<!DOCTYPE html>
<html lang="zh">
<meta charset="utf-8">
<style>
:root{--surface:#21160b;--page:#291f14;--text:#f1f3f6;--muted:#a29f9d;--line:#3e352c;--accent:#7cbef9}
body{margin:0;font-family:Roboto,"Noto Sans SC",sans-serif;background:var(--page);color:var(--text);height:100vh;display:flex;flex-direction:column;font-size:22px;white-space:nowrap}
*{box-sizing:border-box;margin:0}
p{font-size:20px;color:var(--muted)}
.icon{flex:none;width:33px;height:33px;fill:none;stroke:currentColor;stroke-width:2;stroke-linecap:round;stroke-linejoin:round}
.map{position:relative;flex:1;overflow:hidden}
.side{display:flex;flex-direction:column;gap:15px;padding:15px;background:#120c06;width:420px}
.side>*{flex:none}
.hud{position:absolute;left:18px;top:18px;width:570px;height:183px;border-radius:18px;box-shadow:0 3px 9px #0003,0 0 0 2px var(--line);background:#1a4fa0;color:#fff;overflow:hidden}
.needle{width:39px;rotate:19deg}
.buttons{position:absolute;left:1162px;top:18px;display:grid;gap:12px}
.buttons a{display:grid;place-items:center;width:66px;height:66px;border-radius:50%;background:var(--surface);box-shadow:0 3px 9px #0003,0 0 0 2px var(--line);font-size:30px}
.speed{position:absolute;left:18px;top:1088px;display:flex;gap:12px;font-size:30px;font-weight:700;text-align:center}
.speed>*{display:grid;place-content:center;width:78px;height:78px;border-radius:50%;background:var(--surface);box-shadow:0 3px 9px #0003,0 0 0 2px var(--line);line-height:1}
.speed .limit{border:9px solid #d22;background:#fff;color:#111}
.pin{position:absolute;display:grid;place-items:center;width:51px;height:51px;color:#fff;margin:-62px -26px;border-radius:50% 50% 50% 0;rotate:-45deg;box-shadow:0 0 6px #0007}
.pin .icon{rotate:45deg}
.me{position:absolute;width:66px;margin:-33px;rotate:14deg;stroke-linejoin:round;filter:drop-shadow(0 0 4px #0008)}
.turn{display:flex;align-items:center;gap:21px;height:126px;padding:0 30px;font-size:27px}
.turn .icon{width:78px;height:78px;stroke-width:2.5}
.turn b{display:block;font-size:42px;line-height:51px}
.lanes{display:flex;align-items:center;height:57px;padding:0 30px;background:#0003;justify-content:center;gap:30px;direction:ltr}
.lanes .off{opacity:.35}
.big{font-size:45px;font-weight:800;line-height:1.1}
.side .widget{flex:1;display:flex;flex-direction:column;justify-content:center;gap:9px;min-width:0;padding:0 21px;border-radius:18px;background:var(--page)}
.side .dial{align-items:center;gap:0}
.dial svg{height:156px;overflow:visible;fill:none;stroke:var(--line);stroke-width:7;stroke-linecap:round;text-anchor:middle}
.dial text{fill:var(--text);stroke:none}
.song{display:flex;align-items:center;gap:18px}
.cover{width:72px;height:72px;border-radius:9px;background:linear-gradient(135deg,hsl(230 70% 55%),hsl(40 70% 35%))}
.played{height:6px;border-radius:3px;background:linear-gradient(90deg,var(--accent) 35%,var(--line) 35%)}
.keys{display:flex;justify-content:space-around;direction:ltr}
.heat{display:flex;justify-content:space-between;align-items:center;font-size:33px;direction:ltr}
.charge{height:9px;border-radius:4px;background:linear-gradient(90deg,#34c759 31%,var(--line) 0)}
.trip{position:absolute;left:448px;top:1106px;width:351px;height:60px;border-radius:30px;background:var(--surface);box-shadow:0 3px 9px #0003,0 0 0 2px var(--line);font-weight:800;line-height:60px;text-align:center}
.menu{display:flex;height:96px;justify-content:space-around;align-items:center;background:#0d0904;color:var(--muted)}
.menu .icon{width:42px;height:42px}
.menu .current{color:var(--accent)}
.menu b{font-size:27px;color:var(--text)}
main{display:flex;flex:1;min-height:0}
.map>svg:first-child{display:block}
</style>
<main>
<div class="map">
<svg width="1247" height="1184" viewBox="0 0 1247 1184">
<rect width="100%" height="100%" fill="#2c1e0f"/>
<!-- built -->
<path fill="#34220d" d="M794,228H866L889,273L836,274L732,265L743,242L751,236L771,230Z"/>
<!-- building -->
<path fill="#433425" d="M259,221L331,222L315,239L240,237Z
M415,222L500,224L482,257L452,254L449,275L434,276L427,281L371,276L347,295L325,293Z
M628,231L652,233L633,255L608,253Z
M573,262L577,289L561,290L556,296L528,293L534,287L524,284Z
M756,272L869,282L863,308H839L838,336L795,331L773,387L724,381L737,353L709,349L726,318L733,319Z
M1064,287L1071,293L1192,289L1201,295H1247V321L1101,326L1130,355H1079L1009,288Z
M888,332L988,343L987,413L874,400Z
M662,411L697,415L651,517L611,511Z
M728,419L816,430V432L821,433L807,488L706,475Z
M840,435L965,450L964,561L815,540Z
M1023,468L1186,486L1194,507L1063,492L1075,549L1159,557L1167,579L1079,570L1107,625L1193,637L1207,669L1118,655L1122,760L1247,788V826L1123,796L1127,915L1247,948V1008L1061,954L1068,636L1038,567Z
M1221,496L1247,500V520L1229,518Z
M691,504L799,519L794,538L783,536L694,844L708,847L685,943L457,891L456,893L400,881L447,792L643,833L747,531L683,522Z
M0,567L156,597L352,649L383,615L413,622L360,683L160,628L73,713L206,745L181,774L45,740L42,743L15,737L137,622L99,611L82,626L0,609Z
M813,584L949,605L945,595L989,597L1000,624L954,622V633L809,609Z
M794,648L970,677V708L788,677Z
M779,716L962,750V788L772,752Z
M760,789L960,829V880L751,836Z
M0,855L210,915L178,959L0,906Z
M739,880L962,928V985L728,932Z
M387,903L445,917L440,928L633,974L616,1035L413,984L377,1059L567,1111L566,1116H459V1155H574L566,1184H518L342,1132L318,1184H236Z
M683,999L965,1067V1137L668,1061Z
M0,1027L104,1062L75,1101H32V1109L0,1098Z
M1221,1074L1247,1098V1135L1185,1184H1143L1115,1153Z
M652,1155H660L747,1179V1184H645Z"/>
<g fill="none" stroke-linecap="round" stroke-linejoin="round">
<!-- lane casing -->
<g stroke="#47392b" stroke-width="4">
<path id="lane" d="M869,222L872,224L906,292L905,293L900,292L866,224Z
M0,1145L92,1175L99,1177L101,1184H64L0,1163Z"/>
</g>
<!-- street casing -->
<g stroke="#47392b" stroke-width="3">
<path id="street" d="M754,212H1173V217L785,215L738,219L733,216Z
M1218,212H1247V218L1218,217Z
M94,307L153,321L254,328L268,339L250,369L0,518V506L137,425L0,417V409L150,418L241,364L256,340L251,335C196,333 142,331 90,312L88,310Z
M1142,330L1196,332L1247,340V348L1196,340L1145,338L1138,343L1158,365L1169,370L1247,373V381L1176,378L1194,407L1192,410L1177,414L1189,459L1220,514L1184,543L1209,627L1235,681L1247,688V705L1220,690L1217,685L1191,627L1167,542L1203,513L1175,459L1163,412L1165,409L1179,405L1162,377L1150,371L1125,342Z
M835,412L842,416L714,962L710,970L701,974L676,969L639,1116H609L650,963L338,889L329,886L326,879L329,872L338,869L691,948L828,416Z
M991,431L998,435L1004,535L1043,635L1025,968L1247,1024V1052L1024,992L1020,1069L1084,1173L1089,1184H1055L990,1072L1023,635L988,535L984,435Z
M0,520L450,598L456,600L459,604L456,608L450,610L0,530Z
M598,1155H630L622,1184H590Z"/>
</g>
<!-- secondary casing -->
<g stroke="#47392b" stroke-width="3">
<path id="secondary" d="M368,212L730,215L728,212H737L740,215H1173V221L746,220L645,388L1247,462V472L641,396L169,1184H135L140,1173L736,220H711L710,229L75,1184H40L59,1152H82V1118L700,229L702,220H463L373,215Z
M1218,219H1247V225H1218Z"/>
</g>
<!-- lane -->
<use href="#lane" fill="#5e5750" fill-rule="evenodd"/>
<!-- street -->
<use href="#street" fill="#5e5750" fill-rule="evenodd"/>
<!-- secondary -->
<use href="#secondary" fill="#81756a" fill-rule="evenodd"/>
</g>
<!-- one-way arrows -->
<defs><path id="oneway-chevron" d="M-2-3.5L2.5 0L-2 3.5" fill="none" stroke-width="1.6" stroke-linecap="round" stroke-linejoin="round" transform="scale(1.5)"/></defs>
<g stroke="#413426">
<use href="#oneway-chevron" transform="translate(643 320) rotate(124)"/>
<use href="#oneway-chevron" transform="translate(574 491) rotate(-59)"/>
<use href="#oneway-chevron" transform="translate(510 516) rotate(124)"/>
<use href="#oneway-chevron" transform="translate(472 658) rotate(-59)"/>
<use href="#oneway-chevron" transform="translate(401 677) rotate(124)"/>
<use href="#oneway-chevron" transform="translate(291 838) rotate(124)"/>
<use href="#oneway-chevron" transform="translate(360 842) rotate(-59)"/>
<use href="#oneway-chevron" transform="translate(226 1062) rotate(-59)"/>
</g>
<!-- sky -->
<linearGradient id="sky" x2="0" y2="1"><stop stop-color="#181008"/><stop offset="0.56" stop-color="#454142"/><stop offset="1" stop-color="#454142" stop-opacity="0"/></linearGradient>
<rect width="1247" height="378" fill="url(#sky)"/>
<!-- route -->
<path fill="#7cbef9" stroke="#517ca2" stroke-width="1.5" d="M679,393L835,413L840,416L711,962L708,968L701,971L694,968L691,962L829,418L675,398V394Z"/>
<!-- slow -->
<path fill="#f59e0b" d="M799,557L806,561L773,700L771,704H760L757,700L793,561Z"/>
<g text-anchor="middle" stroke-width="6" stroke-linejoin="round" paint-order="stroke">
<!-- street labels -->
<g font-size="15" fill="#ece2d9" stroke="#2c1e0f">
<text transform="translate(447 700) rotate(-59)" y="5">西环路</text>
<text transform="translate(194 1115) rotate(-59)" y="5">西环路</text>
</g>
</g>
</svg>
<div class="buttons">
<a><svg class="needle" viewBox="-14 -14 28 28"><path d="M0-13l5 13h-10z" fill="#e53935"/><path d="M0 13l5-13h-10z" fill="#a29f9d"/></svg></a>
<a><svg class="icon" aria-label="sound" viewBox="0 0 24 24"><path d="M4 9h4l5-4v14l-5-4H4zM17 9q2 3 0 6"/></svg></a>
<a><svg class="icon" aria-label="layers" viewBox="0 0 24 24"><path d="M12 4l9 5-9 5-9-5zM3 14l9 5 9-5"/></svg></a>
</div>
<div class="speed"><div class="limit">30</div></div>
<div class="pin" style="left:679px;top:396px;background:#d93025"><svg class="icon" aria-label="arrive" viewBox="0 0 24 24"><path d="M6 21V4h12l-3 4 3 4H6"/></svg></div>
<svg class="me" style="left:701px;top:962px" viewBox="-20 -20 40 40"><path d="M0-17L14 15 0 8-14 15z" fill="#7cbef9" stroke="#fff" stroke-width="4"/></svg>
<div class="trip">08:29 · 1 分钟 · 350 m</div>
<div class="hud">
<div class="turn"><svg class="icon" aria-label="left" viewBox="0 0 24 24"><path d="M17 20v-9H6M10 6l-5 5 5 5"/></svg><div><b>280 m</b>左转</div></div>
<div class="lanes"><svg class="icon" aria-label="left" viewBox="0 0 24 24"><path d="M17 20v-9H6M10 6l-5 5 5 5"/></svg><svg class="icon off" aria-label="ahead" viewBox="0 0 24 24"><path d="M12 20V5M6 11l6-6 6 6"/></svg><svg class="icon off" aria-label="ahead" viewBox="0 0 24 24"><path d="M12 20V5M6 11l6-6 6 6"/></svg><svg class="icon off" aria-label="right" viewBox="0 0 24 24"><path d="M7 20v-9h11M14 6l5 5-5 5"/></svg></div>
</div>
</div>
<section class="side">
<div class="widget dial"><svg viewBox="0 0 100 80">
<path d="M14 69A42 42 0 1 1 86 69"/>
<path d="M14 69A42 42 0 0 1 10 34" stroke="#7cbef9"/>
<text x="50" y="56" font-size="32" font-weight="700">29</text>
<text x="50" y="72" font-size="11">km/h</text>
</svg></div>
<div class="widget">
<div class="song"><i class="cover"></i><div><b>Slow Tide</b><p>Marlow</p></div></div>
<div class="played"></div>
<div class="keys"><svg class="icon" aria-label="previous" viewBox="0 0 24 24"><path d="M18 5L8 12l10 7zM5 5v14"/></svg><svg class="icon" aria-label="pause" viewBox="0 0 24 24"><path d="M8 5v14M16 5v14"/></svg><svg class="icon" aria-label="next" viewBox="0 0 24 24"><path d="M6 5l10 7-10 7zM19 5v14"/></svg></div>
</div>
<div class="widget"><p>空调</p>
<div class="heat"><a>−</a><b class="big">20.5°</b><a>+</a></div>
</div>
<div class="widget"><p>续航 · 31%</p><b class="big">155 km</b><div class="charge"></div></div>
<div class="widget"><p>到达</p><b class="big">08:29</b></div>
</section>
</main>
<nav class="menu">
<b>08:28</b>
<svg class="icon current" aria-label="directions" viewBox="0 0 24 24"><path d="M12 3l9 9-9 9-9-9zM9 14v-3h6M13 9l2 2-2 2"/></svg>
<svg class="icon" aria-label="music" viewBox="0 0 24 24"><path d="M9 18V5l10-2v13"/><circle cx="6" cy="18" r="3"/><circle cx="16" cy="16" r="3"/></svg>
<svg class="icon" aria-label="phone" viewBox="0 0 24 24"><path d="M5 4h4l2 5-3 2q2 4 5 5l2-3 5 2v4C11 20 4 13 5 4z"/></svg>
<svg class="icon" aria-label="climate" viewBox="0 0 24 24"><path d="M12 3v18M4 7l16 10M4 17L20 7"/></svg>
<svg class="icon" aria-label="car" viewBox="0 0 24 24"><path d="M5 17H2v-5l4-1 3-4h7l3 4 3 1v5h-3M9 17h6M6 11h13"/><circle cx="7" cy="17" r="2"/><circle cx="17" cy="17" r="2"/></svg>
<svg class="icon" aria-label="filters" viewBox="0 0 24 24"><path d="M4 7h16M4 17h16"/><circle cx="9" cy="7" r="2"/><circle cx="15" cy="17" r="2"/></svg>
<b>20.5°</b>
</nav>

++++

- **What the task asks**
Count every line above that holds the string "overflow" and give the total, nothing more.

- **Expected answer**
3